Among the entries that follow, how many lines contain the word "Order"? Give the number alone.

▶ [LISTED RECORDS]
◇ ◇ ◇ ◇ ◇ ◇ ◇

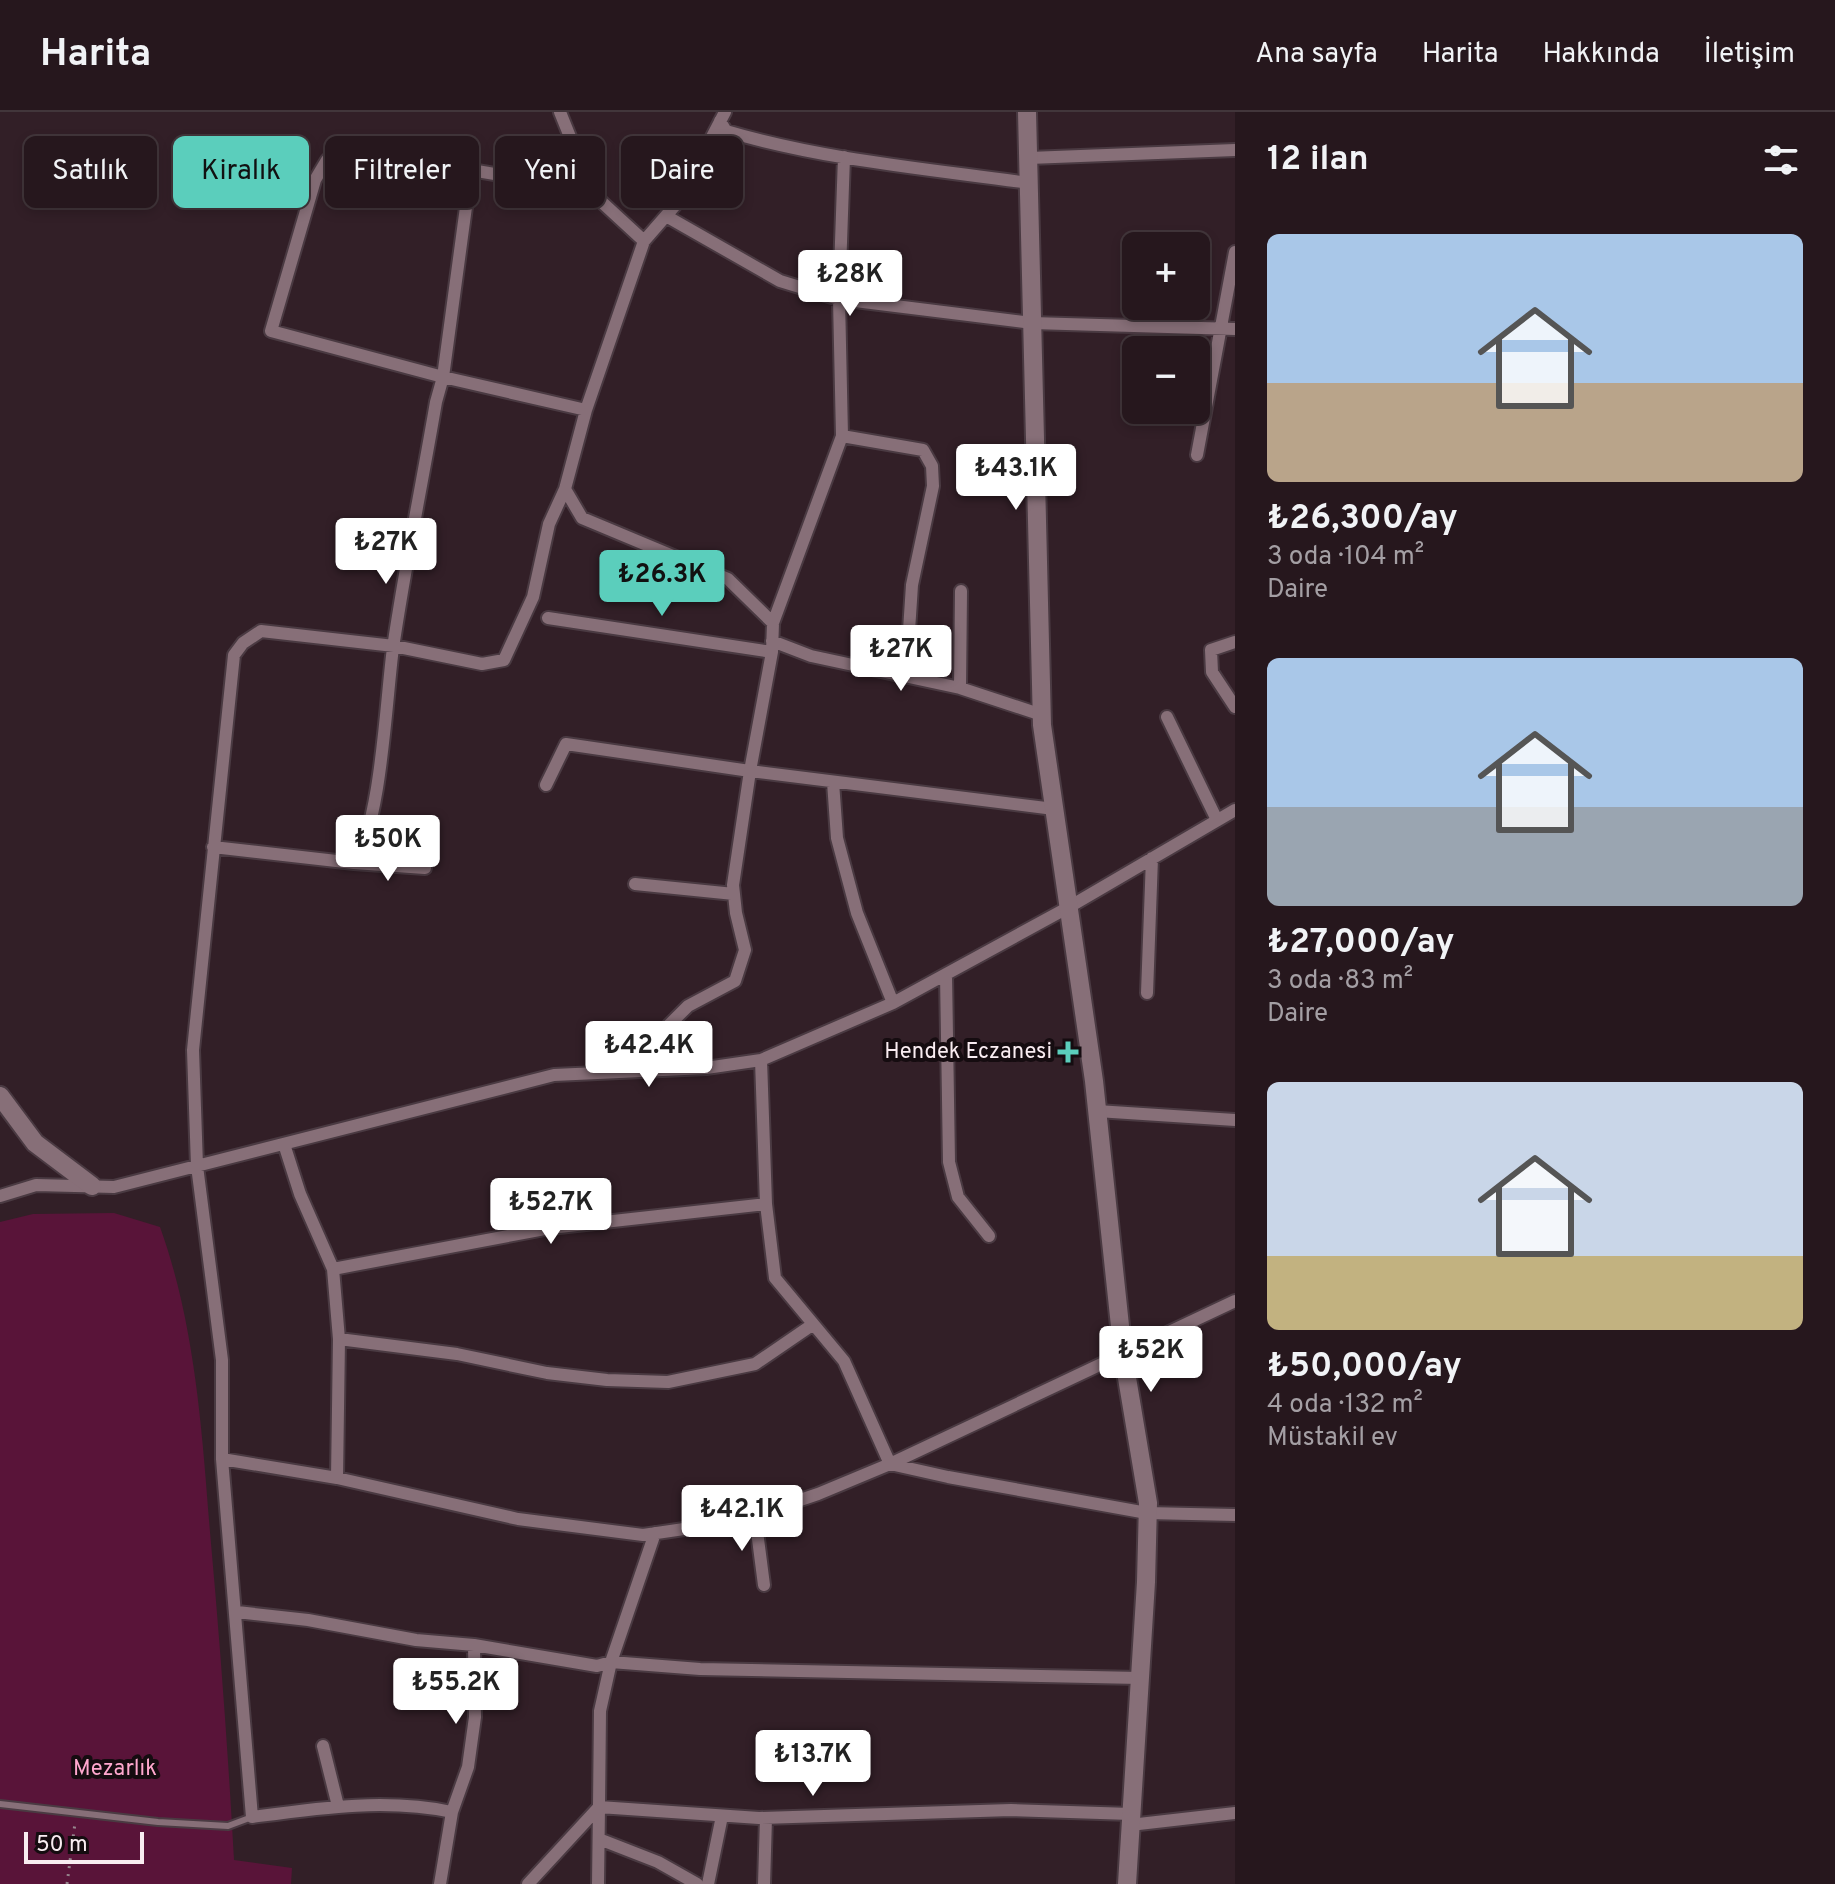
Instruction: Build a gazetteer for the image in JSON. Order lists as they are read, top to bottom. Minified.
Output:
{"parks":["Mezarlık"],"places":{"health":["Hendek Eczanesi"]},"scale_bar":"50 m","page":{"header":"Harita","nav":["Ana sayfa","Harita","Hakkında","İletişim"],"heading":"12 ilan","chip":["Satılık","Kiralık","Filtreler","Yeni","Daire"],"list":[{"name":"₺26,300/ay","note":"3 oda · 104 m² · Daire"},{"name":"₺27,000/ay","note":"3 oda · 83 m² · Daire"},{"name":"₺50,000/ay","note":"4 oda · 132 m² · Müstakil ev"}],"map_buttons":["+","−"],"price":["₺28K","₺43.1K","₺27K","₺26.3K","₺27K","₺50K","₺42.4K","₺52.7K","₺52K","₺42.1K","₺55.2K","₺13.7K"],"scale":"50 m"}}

◇ ◇ ◇ ◇ ◇ ◇ ◇

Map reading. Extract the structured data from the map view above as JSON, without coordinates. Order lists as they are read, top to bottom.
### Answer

◇ ◇ ◇ ◇ ◇ ◇ ◇

▶ [EXERCISE ANSWER] 2